#### WHAT THE TASK ASKS:
Starting at the first line of the entries below, please return exactly each line up to and including the one with "filter:drop-shadow(1px 0 #909384)"; pictures stay out.

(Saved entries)
---*---

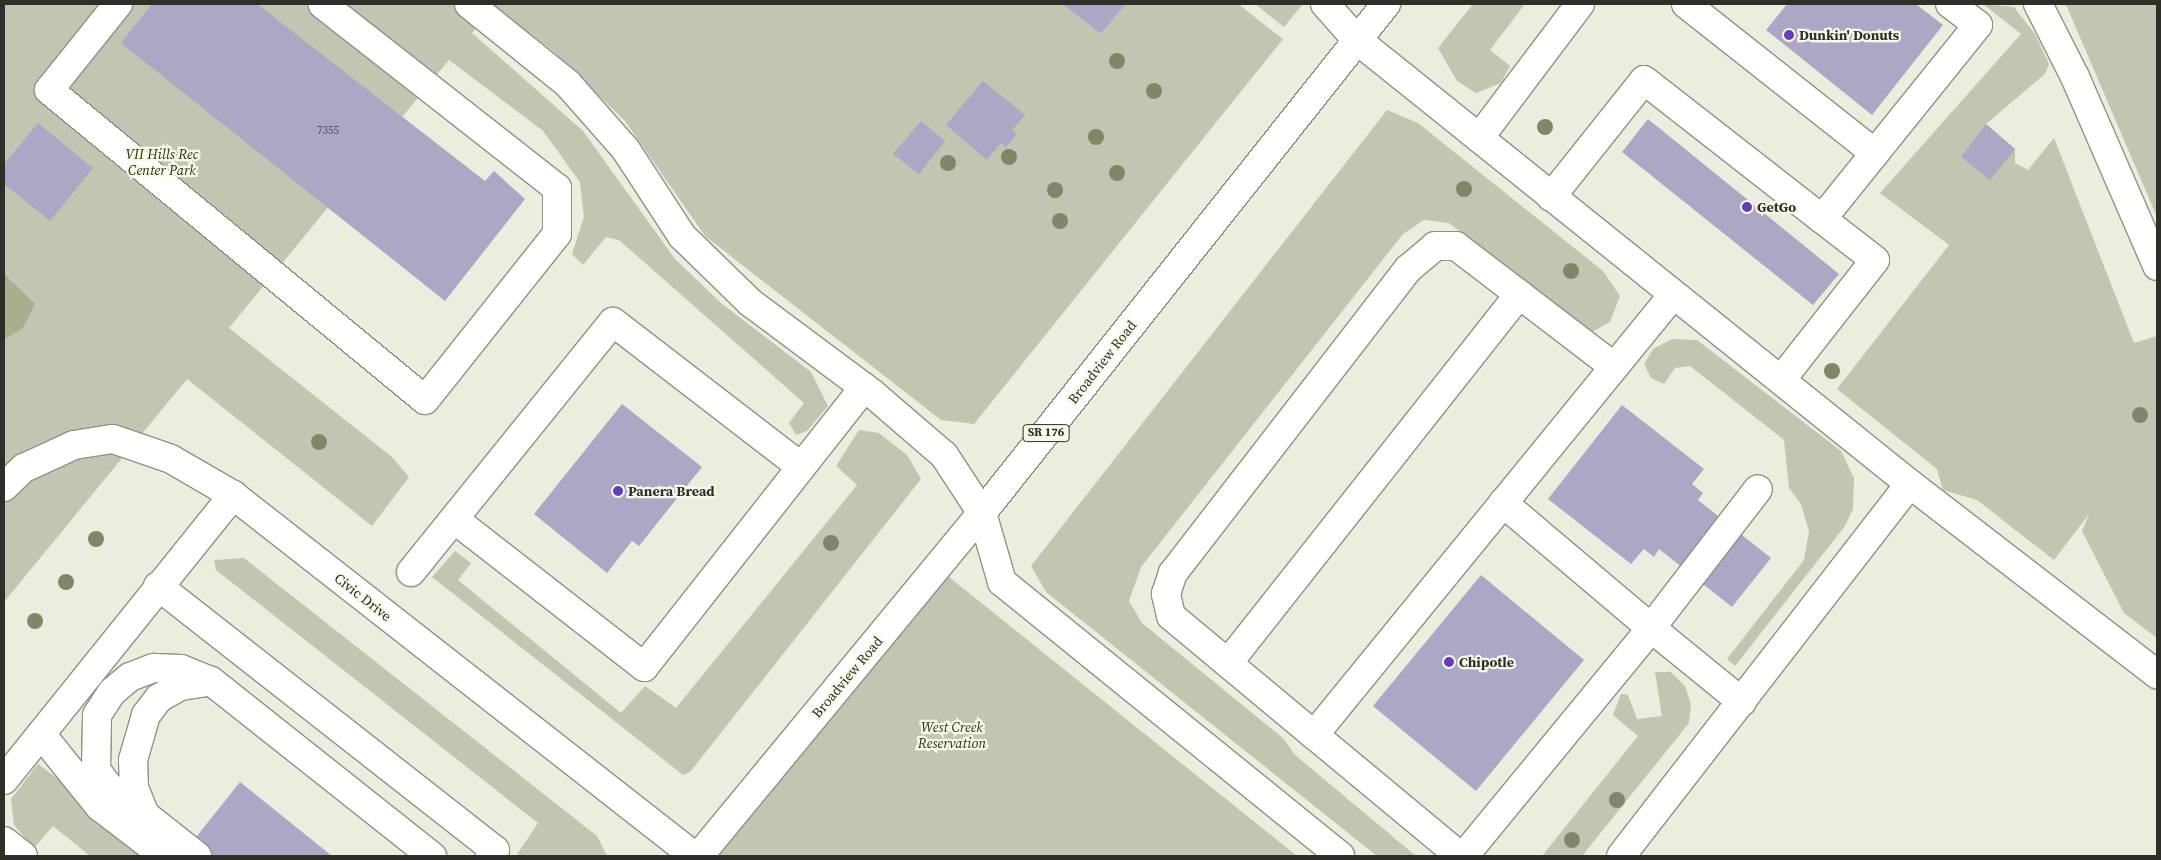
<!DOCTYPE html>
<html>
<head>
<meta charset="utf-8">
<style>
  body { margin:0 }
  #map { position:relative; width:2161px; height:860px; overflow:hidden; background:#ebeede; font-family:"Source Serif 4",serif }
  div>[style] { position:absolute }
  .green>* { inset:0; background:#c1c5b1 }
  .water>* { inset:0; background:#a8ae8e }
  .building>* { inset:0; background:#aca7c5 }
  .roads { filter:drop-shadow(1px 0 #909384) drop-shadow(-1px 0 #909384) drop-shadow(0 1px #909384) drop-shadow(0 -1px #909384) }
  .minor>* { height:28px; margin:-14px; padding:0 14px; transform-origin:14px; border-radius:14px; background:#fff }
  .major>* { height:28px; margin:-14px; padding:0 14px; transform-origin:14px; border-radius:14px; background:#fff }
  .trees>* { width:16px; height:16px; margin:-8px; border-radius:50%; background:#828669 }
  .dots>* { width:14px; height:14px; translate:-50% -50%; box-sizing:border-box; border:2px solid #f8fbeb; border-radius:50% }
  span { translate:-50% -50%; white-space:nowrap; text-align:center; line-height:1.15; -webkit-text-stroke:4.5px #f8fbeb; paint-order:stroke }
  .number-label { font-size:11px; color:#4e4d50 }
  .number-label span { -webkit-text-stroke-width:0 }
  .shield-label span { padding:1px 4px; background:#f8fbeb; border:1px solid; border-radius:4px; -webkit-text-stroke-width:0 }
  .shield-label { font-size:12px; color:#2e2f29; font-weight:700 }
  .poi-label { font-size:14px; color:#2e2f29; font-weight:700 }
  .left { translate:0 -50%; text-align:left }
  .park-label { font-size:14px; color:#2d3109; font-style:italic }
  .street-label { font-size:14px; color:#2e2f29 }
  .frame { position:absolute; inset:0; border:5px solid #2e2f29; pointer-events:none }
</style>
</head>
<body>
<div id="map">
  <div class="green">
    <i style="clip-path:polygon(4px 4px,1062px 4px,1101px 34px,1126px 4px,1238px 4px,1283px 39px,974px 424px,941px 420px,705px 236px,625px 121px,554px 52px,494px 6px,472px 33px,583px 131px,675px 259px,721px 303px,811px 372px,828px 406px,807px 431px,796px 435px,789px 423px,804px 403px,619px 240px,606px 237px,583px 265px,572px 254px,584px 217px,580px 182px,543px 131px,449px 60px,229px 328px,392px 457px,409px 477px,372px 526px,187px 379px,4px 602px)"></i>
    <i style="clip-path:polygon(1255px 4px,1301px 4px,1302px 5px,1284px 27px)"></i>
    <i style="clip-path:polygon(1473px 4px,1525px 4px,1490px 50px,1510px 66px,1501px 83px,1476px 93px,1457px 81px,1438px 48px)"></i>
    <i style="clip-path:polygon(1983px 4px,2014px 7px,2035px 34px,2049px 64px,2045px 74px,1986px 124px,2015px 149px,2015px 163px,2028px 170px,2054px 138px,2134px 343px,2157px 336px,2157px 638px,2124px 613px,2082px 531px,2089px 514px,2054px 560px,1977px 500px,1943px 490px,1937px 469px,1837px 389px,1949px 245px,1880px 193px,2021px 34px)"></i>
    <i style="clip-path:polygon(2063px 4px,2157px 4px,2157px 217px,2067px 7px)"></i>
    <i style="clip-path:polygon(1387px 110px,1418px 123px,1603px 271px,1620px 296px,1610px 322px,1590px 333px,1449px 223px,1424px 220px,1403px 234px,1141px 567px,1129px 601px,1142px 623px,1284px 739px,1295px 755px,1416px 856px,1377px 856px,1046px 592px,1031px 566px)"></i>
    <i style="clip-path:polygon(1672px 339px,1697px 340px,1841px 451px,1854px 478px,1853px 509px,1845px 526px,1735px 666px,1727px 659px,1804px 560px,1809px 531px,1801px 504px,1789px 488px,1784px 440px,1690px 366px,1675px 368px,1664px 384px,1651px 378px,1644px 364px,1653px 349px)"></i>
    <i style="clip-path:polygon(859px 430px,879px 433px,907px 455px,921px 479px,690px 772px,683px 775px,432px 577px,455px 551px,471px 563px,458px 580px,621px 713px,645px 686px,676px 708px,857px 485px,836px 466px)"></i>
    <i style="clip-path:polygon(244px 558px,597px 836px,607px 856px,516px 856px,538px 823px,216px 570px,214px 560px)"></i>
    <i style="clip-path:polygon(934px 565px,1297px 856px,698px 856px)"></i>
    <i style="clip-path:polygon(1655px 672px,1671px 672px,1685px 686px,1691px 704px,1689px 723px,1582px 856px,1542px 856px,1638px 736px,1613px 715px,1621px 694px,1628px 695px,1637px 719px,1662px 716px)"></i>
    <i style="clip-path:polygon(38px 764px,140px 840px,161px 856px,90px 856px,53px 826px,34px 848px,14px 825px,11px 799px)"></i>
  </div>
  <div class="water">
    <i style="clip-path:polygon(4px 274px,35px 304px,22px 329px,4px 339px)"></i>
  </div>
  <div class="building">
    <i style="clip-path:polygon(152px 4px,257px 4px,485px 181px,494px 171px,525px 199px,445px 301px,121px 43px)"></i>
    <i style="clip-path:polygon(1062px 4px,1126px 4px,1101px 34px)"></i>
    <i style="clip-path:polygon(1787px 4px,1916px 4px,1943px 25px,1872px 115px,1766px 30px)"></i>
    <i style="clip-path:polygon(983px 81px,1025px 115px,1012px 130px,1017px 134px,1006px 147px,1001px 143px,987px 160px,946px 125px)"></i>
    <i style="clip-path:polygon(1648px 119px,1839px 274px,1813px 305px,1622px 152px)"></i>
    <i style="clip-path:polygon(921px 121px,945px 141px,919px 174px,893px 154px)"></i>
    <i style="clip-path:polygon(38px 123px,93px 168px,50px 221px,4px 184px,4px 164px)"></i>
    <i style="clip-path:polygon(1986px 124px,2015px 149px,1990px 180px,1961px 157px)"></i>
    <i style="clip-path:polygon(622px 404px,702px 467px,639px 546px,632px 541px,607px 573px,534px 514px)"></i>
    <i style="clip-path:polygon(1622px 405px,1704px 469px,1692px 484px,1703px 493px,1698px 500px,1771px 558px,1732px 607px,1659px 549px,1654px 557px,1644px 549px,1631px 564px,1548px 499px)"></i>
    <i style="clip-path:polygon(1481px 575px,1584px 660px,1476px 791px,1373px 706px)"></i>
    <i style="clip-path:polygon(240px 782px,332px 856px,181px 856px)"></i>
  </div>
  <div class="roads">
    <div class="minor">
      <i style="left:118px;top:4px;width:110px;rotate:128.7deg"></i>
      <i style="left:49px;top:90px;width:487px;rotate:39.5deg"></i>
      <i style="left:425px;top:400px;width:212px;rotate:-51.5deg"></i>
      <i style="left:557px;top:234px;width:46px;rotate:-90deg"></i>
      <i style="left:557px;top:188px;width:298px;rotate:-141.9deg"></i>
      <i style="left:469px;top:4px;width:127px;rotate:38.9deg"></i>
      <i style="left:568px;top:84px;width:88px;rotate:48.7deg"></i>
      <i style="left:626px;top:150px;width:103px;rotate:56.9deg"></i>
      <i style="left:682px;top:236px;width:96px;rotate:44.2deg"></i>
      <i style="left:751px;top:303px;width:152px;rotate:36.7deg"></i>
      <i style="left:873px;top:394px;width:94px;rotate:40.7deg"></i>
      <i style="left:944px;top:455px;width:69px;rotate:56.8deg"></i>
      <i style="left:982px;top:513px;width:72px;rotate:73.8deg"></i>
      <i style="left:1002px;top:582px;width:435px;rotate:39deg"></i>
      <i style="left:1325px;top:4px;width:48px;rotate:48.4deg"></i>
      <i style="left:1357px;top:40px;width:58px;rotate:38.7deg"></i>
      <i style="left:1402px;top:76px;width:652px;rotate:38.77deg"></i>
      <i style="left:1910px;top:484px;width:312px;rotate:37.6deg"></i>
      <i style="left:1686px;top:4px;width:241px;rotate:38.3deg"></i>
      <i style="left:2038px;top:4px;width:82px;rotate:63.1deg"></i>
      <i style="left:2075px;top:77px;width:206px;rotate:66.5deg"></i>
      <i style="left:1479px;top:138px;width:168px;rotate:-53deg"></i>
      <i style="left:1551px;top:197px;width:149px;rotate:-51.5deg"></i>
      <i style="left:1644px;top:80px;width:226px;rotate:38deg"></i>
      <i style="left:1781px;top:380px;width:152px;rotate:-51.9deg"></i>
      <i style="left:1875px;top:260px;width:67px;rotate:-142.3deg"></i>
      <i style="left:1822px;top:219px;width:249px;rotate:-51.2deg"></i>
      <i style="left:1978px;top:25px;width:35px;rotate:-143deg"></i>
      <i style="left:4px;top:487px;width:28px;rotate:-44deg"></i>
      <i style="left:24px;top:468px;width:55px;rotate:-24.7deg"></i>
      <i style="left:74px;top:445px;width:39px;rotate:-9deg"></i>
      <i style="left:113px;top:439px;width:61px;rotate:19deg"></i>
      <i style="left:171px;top:459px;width:72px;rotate:30.1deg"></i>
      <i style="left:233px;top:495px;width:586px;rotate:38.06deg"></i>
      <i style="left:454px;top:519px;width:241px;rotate:37.9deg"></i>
      <i style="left:644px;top:667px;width:356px;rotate:-51.8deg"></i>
      <i style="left:411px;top:572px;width:321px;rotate:-51.1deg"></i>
      <i style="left:613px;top:322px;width:237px;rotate:37.6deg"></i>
      <i style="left:158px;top:586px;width:428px;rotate:38.1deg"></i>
      <i style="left:495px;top:850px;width:8px;rotate:130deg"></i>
      <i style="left:1228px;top:663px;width:470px;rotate:-51.7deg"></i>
      <i style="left:1742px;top:702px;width:117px;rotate:-140.9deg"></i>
      <i style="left:1651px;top:628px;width:175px;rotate:-52.4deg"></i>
      <i style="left:41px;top:734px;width:94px;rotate:51.1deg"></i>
      <i style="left:100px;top:807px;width:81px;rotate:37.4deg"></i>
      <i style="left:1314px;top:735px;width:186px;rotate:-140.2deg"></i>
      <i style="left:1171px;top:616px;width:23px;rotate:-103deg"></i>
      <i style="left:1166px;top:594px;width:22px;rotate:-72deg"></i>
      <i style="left:1173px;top:573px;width:384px;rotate:-52.3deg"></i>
      <i style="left:1408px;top:269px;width:35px;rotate:-40deg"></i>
      <i style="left:1435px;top:246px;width:21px"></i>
      <i style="left:1456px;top:246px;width:199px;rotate:37.4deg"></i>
      <i style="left:4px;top:780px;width:366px;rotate:-51.2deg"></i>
      <i style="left:145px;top:815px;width:29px;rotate:-112deg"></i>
      <i style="left:134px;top:788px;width:28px;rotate:-92deg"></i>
      <i style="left:133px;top:760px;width:47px;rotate:-73.9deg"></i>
      <i style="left:146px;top:715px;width:21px;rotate:-53deg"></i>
      <i style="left:159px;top:698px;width:25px;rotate:-29deg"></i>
      <i style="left:181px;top:686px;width:30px;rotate:-9deg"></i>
      <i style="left:4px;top:841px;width:24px;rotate:38deg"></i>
      <i style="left:197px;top:856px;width:115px;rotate:-141.7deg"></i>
      <i style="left:107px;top:785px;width:19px;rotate:-125deg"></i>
      <i style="left:96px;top:769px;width:54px;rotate:-88.9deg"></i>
      <i style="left:97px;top:715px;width:27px;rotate:-57deg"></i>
      <i style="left:112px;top:692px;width:23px;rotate:-40deg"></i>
      <i style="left:130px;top:677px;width:26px;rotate:-21deg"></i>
      <i style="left:154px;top:668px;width:27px;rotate:2deg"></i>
      <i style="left:181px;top:669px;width:32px;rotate:22deg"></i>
      <i style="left:211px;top:681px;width:282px;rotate:38.4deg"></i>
      <i style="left:1460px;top:856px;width:190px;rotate:-140.3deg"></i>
      <i style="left:1314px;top:735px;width:568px;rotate:-50.79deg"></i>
      <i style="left:1464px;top:856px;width:295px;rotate:-50.6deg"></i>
      <i style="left:1651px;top:628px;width:194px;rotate:-139.8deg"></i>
      <i style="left:1621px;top:856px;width:471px;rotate:-52.2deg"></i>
    </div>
    <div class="major">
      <i style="left:699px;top:856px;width:445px;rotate:-50.5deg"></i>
      <i style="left:982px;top:513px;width:650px;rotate:-51.56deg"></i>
    </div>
  </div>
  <div class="trees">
    <i style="left:1117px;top:61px"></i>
    <i style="left:1154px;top:91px"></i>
    <i style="left:1545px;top:127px"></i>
    <i style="left:1096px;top:137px"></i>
    <i style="left:1009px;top:157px"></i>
    <i style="left:948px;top:163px"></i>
    <i style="left:1117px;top:173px"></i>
    <i style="left:1464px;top:189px"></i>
    <i style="left:1055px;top:190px"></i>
    <i style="left:1060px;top:221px"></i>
    <i style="left:1571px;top:271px"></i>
    <i style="left:1832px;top:371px"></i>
    <i style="left:2140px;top:415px"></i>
    <i style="left:319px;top:442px"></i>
    <i style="left:96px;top:539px"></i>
    <i style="left:831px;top:543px"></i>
    <i style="left:66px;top:582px"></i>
    <i style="left:35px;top:621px"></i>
    <i style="left:1617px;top:800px"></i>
    <i style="left:1572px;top:840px"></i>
  </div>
  <div class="dots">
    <i style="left:1789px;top:35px;background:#653db5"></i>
    <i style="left:1747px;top:207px;background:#653db5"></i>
    <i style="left:618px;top:491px;background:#653db5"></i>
    <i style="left:1449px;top:662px;background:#653db5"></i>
  </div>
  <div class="number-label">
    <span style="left:328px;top:131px">7355</span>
  </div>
  <div class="shield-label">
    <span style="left:1046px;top:433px">SR 176</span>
  </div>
  <div class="poi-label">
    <span class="left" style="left:1799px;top:35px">Dunkin' Donuts</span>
    <span class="left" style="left:1757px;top:207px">GetGo</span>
    <span class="left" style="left:628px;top:491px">Panera Bread</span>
    <span class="left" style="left:1459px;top:662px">Chipotle</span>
  </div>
  <div class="park-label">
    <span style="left:162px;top:162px">VII Hills Rec<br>Center Park</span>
    <span style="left:952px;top:735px">West Creek<br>Reservation</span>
  </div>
  <div class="street-label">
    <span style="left:1102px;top:362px;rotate:-52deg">Broadview Road</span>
    <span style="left:363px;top:597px;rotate:38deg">Civic Drive</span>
    <span style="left:847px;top:677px;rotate:-50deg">Broadview Road</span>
  </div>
  <div class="frame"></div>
</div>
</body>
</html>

---*---

#### ANSWER FOR THIS EXERCISE:
<!DOCTYPE html>
<html>
<head>
<meta charset="utf-8">
<style>
  body { margin:0 }
  #map { position:relative; width:2161px; height:860px; overflow:hidden; background:#ebeede; font-family:"Source Serif 4",serif }
  div>[style] { position:absolute }
  .green>* { inset:0; background:#c1c5b1 }
  .water>* { inset:0; background:#a8ae8e }
  .building>* { inset:0; background:#aca7c5 }
  .roads { filter:drop-shadow(1px 0 #909384) drop-shadow(-1px 0 #909384) drop-shadow(0 1px #909384) drop-shadow(0 -1px #909384) }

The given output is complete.